EXERCISE DETAILS:
Look below and pull out each line with the word "Privada".

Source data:
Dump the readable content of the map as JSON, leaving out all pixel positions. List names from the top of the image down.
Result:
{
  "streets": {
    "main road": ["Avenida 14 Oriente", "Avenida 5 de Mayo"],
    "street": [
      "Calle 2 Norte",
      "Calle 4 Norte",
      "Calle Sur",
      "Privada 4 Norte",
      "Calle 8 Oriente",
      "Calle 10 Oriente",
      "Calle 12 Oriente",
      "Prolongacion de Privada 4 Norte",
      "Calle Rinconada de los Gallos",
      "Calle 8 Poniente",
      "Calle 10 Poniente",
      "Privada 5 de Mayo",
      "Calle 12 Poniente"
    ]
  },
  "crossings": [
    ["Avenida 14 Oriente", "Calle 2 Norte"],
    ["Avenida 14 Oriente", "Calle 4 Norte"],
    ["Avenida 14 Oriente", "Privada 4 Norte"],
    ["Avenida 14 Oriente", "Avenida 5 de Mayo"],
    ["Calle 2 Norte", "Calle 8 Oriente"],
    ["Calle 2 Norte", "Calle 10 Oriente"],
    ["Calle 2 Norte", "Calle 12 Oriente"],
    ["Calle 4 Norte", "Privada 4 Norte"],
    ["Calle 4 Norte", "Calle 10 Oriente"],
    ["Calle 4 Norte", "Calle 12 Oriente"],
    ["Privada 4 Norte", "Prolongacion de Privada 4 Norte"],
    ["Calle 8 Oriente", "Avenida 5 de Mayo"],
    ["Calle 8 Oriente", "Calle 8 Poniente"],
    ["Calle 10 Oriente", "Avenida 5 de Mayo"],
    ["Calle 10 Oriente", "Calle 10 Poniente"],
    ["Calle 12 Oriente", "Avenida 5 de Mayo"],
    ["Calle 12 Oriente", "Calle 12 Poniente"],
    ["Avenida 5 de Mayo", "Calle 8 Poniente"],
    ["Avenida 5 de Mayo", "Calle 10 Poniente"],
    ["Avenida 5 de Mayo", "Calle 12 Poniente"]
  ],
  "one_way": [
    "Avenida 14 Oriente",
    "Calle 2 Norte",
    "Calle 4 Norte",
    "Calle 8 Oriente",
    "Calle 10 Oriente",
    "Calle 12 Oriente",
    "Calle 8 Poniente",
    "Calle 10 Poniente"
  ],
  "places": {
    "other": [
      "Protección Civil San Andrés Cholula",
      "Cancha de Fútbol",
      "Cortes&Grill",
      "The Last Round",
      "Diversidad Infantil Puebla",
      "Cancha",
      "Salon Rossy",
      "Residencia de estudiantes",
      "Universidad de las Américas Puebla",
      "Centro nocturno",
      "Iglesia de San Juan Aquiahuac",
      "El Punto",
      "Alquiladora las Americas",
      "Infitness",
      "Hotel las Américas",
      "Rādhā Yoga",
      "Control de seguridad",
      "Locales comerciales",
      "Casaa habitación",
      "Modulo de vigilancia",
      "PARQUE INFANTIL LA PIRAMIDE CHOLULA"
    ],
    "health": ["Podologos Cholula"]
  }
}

RESPONSE TO THIS TASK:
      "Privada 4 Norte",
      "Prolongacion de Privada 4 Norte",
      "Privada 5 de Mayo",
    ["Avenida 14 Oriente", "Privada 4 Norte"],
    ["Calle 4 Norte", "Privada 4 Norte"],
    ["Privada 4 Norte", "Prolongacion de Privada 4 Norte"],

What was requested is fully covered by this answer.